* WORK ITEM
Below are records to reproduce in full; copy them exactly but keep the pictures out.

(Items from a data source)
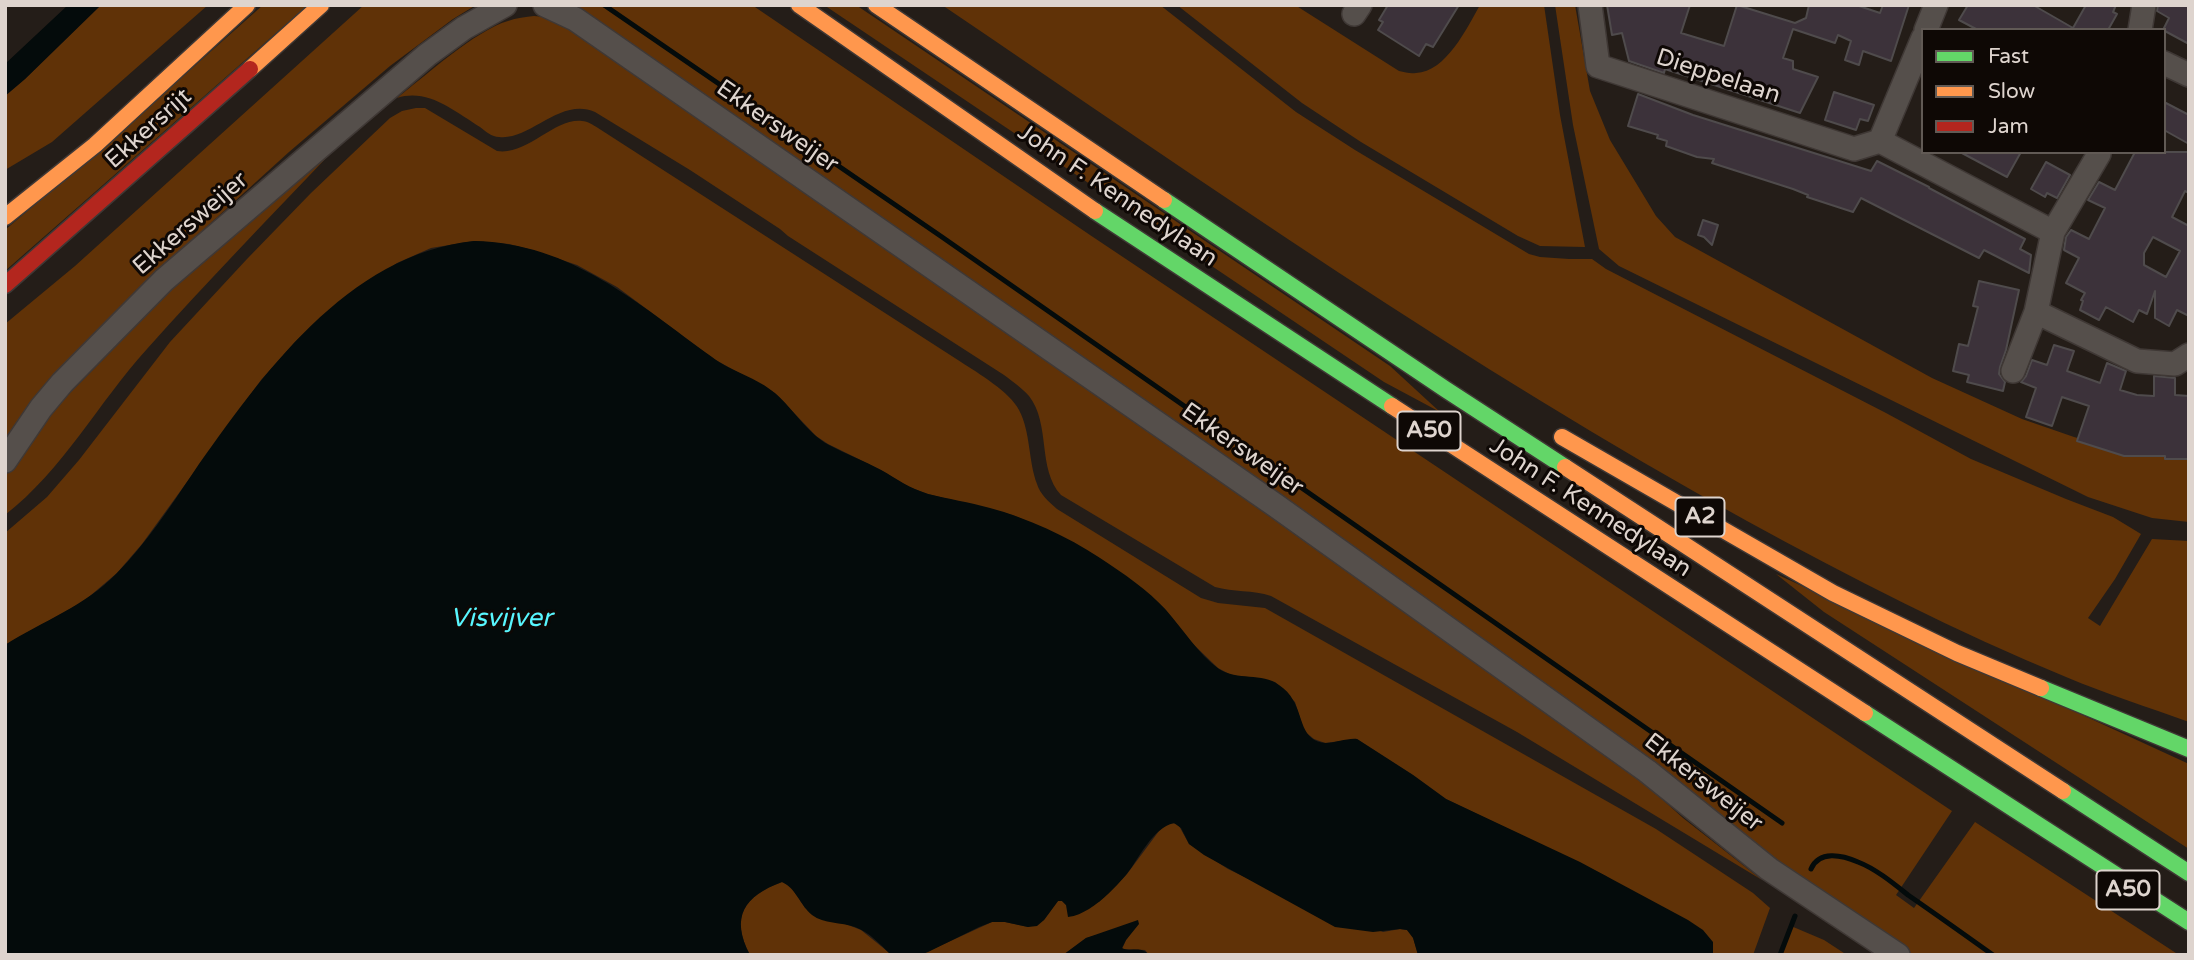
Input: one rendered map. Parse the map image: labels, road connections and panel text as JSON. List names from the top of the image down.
{
  "streets": {
    "main road": [
      "Ekkersrijt",
      "John F. Kennedylaan",
      "A50",
      "A2"
    ],
    "street": ["Dieppelaan", "Ekkersweijer"]
  },
  "crossings": [
    ["John F. Kennedylaan", "A50"]
  ],
  "water": ["Visvijver"],
  "legend": ["Fast", "Slow", "Jam"]
}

* YOUR RESPONSE
Input: one rendered map. Parse the map image: labels, road connections and panel text as JSON. List names from the top of the image down.
{
  "streets": {
    "main road": [
      "Ekkersrijt",
      "John F. Kennedylaan",
      "A50",
      "A2"
    ],
    "street": ["Dieppelaan", "Ekkersweijer"]
  },
  "crossings": [
    ["John F. Kennedylaan", "A50"]
  ],
  "water": ["Visvijver"],
  "legend": ["Fast", "Slow", "Jam"]
}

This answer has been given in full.